WR Mike Thomas: He looks bigger and more confident in his second year, and made a nice play on a long pass up the sideline while connecting with second-year QB Jared Goff. Thomas had three catches for 37 yards last year as a rookie draft pick out of Southern Mississippi, but he has the size and speed to be a factor in his second season on a team in desperate need of playmakers.

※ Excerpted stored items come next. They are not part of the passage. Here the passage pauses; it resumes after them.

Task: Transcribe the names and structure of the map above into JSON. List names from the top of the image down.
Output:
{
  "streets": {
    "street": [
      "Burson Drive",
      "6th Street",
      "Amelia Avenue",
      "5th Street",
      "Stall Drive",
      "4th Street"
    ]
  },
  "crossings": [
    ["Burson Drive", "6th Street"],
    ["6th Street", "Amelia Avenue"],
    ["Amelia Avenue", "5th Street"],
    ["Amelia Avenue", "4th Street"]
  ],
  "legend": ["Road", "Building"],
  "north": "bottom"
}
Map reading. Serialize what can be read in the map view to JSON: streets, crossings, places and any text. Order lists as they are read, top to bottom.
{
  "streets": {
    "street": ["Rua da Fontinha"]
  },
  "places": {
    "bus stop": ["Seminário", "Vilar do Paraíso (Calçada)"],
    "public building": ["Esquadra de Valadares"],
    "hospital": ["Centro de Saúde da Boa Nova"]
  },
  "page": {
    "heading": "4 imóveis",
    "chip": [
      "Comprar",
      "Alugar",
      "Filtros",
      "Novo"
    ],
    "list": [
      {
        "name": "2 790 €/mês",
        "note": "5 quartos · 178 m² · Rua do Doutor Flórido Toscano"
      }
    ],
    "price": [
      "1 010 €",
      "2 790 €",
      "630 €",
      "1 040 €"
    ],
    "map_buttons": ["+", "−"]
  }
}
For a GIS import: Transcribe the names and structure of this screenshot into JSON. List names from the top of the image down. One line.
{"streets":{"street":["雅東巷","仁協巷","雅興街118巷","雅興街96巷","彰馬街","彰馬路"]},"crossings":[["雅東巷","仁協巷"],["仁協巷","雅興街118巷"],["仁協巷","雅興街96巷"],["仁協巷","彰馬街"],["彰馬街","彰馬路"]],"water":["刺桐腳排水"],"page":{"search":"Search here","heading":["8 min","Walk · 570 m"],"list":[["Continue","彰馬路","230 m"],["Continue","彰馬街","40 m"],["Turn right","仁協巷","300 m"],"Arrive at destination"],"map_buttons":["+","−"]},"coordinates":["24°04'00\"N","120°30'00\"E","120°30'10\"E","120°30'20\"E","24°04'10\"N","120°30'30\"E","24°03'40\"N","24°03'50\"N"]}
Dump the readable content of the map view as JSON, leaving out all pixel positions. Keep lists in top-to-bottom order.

OLB Edmond Robinson: The Vikings are giving the third-year pro the first crack at being the guy who replaces longtime Vikings weakside linebacker Chad Greenway. Robinson, a seventh-round draft pick out of Newberry College in 2015, has been the strongside backup behind Anthony Barr. He started two games as a rookie and held his own. He's a 6-foot-3, long-bodied athlete with versatile skills and a strong work ethic. He looked fluid, decisive and quick during Wednesday's OTA practice, which was open to the media. Greenway, who retired after last season, had become a role player the last two seasons. He played only in the base defense, which the Vikings use about 40 percent of the time. Robinson will be challenged by older veteran Emmanuel Lamur, who didn't practice Wednesday because of an undisclosed injury.
WR Corey Fuller: He was signed off the Detroit Lions' practice squad last December after he was impressive in a couple of games against the Saints. He showed why New Orleans plucked him from the Lions in the Thursday practice session with a handful of catches -- including two on back-to-back plays in team drills against starting cornerbacks Delvin Breaux and P.J. Williams. On the latter reception, he made a nice adjustment on the ball to make the grab.
CB Michael Hunter: Although the Giants have quantity at the cornerback position, the coaching staff hopes to soon find out if they have any quality. The position took a bit of a hit thanks to the free-agent departure of Coty Sensabaugh to Pittsburgh. But Hunter, who last year was on and off the Giants' 53-man roster, is hoping to put the coaches' minds at ease. Hunter appears off to a good start. In the three OTAs in the books so far, Hunter has looked as comfortable as he's ever been chasing down the ball and, more important, in coverage. During Thursday's OTA open to the media, Hunter not only glued himself to the receiver's hip, he also broke up three deep passes, earning loud accolades and high-fives from his defensive coaches and teammates.
RB Donnel Pumphrey: The fourth-rounder is just 5-foot-8 and weighs only 176 pounds, but has exceptionally quick feet. The Eagles had him on the field a lot in their first OTA workout, including a few plays when he was paired in the backfield with 5-foot-6 Darren Sproles.
WR Trent Taylor: The fifth-round pick from Louisiana Tech has demonstrated an ability to run away from defenders on the type of short patterns often called for slot receivers. The competition for wideout spots is wide open, and Taylor already has made his presence known.
WR Chris Godwin: The Bucs' second-round pick from Penn State stood out in the team's OTA full-squad workout. He ran good routes, consistently got open and caught the ball well. "Chris Godwin had a really good day," head coach Dirk Koetter said. "Of the rookies, he really stood out." Godwin's role is not clearly defined. He will spell DeSean Jackson at times, but also could force his way onto the field in some three-wide receiver sets.